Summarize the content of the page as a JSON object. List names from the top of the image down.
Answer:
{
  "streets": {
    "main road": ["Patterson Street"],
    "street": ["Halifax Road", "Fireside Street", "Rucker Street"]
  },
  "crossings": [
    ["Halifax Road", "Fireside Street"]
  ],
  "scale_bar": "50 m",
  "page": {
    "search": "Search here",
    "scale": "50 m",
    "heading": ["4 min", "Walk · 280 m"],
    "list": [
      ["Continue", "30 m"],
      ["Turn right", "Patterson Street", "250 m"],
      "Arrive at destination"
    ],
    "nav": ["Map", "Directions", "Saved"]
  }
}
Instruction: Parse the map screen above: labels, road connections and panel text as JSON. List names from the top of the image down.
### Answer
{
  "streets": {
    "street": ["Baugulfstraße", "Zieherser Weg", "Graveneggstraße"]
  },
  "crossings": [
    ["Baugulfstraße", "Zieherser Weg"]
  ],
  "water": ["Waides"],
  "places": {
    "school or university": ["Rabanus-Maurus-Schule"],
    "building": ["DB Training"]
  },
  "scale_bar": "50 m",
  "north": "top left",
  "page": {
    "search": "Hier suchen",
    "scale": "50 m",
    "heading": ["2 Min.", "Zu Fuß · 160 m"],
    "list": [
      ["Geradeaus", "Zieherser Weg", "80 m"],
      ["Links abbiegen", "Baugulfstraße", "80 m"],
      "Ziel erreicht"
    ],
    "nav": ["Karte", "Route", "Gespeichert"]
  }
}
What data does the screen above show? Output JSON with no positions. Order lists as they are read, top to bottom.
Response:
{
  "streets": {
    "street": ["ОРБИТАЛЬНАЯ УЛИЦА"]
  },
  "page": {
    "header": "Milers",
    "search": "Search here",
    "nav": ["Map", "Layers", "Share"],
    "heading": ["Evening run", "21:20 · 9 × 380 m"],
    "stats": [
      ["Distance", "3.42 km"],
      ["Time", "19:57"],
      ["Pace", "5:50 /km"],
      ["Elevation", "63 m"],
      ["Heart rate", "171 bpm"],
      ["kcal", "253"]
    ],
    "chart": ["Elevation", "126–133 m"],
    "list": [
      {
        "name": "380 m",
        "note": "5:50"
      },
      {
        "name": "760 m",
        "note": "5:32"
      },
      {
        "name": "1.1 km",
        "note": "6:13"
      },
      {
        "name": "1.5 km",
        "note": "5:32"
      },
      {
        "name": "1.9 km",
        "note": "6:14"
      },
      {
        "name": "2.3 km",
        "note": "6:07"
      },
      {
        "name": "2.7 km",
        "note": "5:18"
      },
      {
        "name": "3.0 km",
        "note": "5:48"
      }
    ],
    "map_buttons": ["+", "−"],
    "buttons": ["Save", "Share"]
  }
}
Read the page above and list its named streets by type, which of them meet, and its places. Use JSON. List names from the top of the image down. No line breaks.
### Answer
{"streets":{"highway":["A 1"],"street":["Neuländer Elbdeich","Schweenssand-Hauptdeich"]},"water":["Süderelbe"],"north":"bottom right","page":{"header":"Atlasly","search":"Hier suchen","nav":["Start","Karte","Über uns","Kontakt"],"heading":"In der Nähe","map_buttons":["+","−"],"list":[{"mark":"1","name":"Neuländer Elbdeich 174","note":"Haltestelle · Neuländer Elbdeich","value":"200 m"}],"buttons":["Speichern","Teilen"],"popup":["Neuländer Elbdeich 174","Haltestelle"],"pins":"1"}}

• • •

§ **Task to carry out**: Each record above must be transcribed exactly, and none may be skipped.

§ **Response area**:
Summarize the content of the page as a JSON object. List names from the top of the image down.
Answer:
{
  "streets": {
    "main road": ["Patterson Street"],
    "street": ["Halifax Road", "Fireside Street", "Rucker Street"]
  },
  "crossings": [
    ["Halifax Road", "Fireside Street"]
  ],
  "scale_bar": "50 m",
  "page": {
    "search": "Search here",
    "scale": "50 m",
    "heading": ["4 min", "Walk · 280 m"],
    "list": [
      ["Continue", "30 m"],
      ["Turn right", "Patterson Street", "250 m"],
      "Arrive at destination"
    ],
    "nav": ["Map", "Directions", "Saved"]
  }
}
Instruction: Parse the map screen above: labels, road connections and panel text as JSON. List names from the top of the image down.
### Answer
{
  "streets": {
    "street": ["Baugulfstraße", "Zieherser Weg", "Graveneggstraße"]
  },
  "crossings": [
    ["Baugulfstraße", "Zieherser Weg"]
  ],
  "water": ["Waides"],
  "places": {
    "school or university": ["Rabanus-Maurus-Schule"],
    "building": ["DB Training"]
  },
  "scale_bar": "50 m",
  "north": "top left",
  "page": {
    "search": "Hier suchen",
    "scale": "50 m",
    "heading": ["2 Min.", "Zu Fuß · 160 m"],
    "list": [
      ["Geradeaus", "Zieherser Weg", "80 m"],
      ["Links abbiegen", "Baugulfstraße", "80 m"],
      "Ziel erreicht"
    ],
    "nav": ["Karte", "Route", "Gespeichert"]
  }
}
What data does the screen above show? Output JSON with no positions. Order lists as they are read, top to bottom.
Response:
{
  "streets": {
    "street": ["ОРБИТАЛЬНАЯ УЛИЦА"]
  },
  "page": {
    "header": "Milers",
    "search": "Search here",
    "nav": ["Map", "Layers", "Share"],
    "heading": ["Evening run", "21:20 · 9 × 380 m"],
    "stats": [
      ["Distance", "3.42 km"],
      ["Time", "19:57"],
      ["Pace", "5:50 /km"],
      ["Elevation", "63 m"],
      ["Heart rate", "171 bpm"],
      ["kcal", "253"]
    ],
    "chart": ["Elevation", "126–133 m"],
    "list": [
      {
        "name": "380 m",
        "note": "5:50"
      },
      {
        "name": "760 m",
        "note": "5:32"
      },
      {
        "name": "1.1 km",
        "note": "6:13"
      },
      {
        "name": "1.5 km",
        "note": "5:32"
      },
      {
        "name": "1.9 km",
        "note": "6:14"
      },
      {
        "name": "2.3 km",
        "note": "6:07"
      },
      {
        "name": "2.7 km",
        "note": "5:18"
      },
      {
        "name": "3.0 km",
        "note": "5:48"
      }
    ],
    "map_buttons": ["+", "−"],
    "buttons": ["Save", "Share"]
  }
}
Read the page above and list its named streets by type, which of them meet, and its places. Use JSON. List names from the top of the image down. No line breaks.
### Answer
{"streets":{"highway":["A 1"],"street":["Neuländer Elbdeich","Schweenssand-Hauptdeich"]},"water":["Süderelbe"],"north":"bottom right","page":{"header":"Atlasly","search":"Hier suchen","nav":["Start","Karte","Über uns","Kontakt"],"heading":"In der Nähe","map_buttons":["+","−"],"list":[{"mark":"1","name":"Neuländer Elbdeich 174","note":"Haltestelle · Neuländer Elbdeich","value":"200 m"}],"buttons":["Speichern","Teilen"],"popup":["Neuländer Elbdeich 174","Haltestelle"],"pins":"1"}}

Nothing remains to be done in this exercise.